## Try it
Go from the first line below to the one with "filter:drop-shadow(1px 0 #aca49f)" and print each line exactly.

## Task material

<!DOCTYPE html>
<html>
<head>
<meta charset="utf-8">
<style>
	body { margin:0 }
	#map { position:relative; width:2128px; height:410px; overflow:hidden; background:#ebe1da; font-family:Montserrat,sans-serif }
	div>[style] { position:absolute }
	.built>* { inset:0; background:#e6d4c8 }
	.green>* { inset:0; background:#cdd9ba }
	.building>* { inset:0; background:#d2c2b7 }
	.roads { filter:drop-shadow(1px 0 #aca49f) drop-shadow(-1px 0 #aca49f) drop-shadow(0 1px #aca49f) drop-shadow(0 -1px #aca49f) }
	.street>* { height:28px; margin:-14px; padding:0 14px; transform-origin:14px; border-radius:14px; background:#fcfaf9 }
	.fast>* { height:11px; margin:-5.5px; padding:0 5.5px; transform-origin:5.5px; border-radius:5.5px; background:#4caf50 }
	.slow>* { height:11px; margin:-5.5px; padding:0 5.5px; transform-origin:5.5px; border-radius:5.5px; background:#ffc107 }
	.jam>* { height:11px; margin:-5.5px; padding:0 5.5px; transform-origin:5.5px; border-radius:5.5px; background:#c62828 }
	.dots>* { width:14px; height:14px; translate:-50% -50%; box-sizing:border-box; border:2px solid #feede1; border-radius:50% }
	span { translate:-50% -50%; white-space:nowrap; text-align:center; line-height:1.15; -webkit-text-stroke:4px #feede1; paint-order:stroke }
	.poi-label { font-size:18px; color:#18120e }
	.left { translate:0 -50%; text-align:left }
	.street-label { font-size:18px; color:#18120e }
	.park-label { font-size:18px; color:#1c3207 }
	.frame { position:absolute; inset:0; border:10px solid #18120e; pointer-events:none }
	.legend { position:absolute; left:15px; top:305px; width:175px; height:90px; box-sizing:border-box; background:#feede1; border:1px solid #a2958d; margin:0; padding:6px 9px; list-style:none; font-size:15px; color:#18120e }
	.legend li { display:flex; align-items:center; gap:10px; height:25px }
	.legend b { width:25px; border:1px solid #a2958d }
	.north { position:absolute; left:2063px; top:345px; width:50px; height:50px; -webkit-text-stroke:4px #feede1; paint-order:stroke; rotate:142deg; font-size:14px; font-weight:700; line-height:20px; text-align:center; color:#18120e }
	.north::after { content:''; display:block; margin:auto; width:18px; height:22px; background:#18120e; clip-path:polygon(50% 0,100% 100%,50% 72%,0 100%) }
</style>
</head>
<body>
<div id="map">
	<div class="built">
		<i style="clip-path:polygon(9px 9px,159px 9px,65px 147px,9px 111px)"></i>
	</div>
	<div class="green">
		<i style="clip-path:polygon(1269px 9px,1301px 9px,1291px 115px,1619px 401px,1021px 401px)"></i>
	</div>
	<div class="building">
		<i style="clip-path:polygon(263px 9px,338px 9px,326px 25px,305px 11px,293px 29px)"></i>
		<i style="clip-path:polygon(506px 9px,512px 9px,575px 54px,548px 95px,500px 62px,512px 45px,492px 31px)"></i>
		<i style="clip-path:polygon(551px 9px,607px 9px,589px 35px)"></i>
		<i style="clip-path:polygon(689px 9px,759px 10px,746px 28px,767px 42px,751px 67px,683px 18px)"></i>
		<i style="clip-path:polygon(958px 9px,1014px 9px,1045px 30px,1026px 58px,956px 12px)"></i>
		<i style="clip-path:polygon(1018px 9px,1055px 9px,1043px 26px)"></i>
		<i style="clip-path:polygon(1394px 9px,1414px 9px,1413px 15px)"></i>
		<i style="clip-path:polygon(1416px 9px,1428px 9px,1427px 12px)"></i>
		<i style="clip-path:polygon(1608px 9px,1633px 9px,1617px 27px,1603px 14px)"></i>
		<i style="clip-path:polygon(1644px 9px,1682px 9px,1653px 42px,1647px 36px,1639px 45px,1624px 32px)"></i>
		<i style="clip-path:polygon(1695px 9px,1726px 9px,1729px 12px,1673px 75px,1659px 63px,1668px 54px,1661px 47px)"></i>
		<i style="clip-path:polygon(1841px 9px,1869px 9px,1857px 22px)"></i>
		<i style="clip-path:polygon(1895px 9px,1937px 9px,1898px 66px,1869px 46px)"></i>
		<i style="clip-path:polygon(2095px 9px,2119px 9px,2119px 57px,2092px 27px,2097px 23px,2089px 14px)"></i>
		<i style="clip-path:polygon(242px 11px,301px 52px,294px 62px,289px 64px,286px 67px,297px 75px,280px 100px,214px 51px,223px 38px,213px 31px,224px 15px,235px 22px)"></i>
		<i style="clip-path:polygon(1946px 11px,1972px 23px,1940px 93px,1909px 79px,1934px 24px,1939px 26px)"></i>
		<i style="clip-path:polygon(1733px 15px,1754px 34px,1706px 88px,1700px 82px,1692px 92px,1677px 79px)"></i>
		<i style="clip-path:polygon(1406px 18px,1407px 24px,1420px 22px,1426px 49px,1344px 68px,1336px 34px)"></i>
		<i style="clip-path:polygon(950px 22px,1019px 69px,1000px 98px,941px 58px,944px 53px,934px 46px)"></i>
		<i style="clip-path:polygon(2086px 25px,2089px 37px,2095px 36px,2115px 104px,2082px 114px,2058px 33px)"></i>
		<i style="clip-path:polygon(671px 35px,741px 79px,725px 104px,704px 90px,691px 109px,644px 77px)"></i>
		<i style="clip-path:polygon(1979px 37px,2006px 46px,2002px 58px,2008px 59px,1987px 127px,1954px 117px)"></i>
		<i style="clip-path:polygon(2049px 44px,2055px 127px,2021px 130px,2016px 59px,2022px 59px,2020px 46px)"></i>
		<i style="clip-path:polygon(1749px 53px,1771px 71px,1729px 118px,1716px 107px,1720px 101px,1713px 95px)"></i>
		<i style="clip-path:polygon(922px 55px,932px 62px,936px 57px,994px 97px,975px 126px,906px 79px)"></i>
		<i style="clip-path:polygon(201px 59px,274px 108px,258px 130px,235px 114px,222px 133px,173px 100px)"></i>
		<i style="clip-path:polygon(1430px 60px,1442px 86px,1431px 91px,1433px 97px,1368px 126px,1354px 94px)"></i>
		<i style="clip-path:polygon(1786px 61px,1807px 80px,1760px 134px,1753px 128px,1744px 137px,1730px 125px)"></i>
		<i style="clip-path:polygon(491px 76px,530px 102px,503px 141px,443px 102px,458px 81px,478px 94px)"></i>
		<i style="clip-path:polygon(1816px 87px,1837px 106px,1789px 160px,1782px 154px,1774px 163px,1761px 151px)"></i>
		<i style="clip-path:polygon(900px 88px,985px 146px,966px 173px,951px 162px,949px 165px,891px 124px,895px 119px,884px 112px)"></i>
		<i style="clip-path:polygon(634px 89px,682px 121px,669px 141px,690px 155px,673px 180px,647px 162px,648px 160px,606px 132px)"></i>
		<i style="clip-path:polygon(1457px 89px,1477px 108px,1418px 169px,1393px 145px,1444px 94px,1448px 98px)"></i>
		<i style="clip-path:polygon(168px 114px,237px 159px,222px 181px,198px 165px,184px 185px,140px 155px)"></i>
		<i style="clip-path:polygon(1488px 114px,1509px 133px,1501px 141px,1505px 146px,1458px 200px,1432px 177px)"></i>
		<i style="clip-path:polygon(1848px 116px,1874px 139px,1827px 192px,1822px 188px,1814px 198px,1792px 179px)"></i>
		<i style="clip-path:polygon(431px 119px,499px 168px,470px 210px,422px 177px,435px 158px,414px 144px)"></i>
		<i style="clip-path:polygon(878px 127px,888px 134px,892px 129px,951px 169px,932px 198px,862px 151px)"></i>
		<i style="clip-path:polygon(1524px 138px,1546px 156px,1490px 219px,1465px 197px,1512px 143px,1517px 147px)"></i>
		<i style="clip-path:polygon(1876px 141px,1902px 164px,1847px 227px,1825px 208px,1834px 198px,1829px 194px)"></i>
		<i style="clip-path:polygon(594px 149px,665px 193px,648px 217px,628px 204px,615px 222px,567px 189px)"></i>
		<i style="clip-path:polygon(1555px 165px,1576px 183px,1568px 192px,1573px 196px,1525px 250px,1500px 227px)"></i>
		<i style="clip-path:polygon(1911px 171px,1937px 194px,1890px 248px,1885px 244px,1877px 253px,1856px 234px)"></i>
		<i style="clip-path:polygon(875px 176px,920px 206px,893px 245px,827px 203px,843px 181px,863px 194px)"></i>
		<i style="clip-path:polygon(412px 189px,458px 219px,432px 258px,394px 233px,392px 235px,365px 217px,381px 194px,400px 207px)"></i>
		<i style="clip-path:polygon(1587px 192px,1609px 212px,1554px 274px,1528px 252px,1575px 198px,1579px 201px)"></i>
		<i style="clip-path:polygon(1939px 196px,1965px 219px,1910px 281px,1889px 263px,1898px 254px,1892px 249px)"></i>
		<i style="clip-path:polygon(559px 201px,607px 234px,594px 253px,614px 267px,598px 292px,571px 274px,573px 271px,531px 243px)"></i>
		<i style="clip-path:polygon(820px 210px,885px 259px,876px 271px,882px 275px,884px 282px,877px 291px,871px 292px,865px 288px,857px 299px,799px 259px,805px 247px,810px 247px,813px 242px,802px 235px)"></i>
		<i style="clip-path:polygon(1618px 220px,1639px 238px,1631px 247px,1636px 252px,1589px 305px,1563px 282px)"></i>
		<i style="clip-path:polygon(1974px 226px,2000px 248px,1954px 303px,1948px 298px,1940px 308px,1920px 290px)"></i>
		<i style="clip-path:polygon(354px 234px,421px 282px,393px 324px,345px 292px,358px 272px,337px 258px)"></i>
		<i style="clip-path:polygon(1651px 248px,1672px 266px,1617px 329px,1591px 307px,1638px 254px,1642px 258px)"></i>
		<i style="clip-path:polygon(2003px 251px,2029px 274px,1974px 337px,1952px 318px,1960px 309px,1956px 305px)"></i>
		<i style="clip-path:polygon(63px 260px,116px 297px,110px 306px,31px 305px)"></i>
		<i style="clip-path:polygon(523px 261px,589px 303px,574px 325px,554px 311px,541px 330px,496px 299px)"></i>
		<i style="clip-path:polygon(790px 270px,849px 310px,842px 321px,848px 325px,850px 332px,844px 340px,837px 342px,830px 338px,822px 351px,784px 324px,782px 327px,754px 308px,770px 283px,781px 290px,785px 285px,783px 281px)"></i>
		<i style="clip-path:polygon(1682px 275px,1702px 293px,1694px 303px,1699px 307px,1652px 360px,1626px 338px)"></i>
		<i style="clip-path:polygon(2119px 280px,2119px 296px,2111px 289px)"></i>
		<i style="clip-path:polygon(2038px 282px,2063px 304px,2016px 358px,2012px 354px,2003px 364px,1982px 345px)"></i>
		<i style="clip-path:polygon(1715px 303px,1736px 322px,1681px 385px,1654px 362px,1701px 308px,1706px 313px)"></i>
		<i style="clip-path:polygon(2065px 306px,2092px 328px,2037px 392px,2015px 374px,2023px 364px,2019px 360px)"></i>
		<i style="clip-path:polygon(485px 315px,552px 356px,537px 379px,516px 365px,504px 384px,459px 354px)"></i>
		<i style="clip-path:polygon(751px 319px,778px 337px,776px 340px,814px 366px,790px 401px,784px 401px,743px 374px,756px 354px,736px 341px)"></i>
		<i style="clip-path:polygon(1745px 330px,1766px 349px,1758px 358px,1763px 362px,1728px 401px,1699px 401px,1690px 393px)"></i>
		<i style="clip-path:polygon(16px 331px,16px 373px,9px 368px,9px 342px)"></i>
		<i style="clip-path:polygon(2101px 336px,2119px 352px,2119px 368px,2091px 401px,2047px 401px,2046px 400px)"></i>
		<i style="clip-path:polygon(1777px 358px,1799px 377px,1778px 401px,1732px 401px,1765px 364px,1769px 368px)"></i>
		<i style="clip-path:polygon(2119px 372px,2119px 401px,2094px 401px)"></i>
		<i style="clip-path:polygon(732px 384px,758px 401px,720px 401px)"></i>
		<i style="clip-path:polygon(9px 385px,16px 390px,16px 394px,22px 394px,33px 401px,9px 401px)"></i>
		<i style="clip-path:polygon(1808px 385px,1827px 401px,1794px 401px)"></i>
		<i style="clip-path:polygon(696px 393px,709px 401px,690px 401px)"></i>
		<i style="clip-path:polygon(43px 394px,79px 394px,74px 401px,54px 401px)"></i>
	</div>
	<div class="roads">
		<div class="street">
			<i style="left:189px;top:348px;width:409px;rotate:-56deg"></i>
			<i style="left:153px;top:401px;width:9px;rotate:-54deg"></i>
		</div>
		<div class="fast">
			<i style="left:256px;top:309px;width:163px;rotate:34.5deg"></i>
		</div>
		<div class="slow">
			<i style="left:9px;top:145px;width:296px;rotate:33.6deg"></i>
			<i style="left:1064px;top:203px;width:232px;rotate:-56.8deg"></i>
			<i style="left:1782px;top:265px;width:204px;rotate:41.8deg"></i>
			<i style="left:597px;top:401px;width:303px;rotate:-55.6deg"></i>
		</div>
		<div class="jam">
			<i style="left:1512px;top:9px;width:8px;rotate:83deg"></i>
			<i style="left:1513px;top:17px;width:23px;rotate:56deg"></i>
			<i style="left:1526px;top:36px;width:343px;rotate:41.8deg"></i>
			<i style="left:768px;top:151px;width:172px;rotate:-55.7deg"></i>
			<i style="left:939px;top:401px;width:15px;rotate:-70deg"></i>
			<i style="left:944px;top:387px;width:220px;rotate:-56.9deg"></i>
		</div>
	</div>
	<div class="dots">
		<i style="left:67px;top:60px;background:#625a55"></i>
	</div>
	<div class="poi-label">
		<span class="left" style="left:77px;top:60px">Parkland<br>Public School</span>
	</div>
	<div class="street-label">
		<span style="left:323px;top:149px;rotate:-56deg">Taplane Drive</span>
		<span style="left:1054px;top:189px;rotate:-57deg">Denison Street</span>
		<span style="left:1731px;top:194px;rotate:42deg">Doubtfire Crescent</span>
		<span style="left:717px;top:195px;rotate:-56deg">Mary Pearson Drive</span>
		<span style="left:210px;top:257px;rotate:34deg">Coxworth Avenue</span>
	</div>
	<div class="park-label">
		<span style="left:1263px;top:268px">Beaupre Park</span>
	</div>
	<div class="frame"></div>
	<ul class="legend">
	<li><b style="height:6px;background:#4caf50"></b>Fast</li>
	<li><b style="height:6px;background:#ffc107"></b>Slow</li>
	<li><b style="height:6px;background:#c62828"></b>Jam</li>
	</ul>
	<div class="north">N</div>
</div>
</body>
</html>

## Exercise response
<!DOCTYPE html>
<html>
<head>
<meta charset="utf-8">
<style>
	body { margin:0 }
	#map { position:relative; width:2128px; height:410px; overflow:hidden; background:#ebe1da; font-family:Montserrat,sans-serif }
	div>[style] { position:absolute }
	.built>* { inset:0; background:#e6d4c8 }
	.green>* { inset:0; background:#cdd9ba }
	.building>* { inset:0; background:#d2c2b7 }
	.roads { filter:drop-shadow(1px 0 #aca49f) drop-shadow(-1px 0 #aca49f) drop-shadow(0 1px #aca49f) drop-shadow(0 -1px #aca49f) }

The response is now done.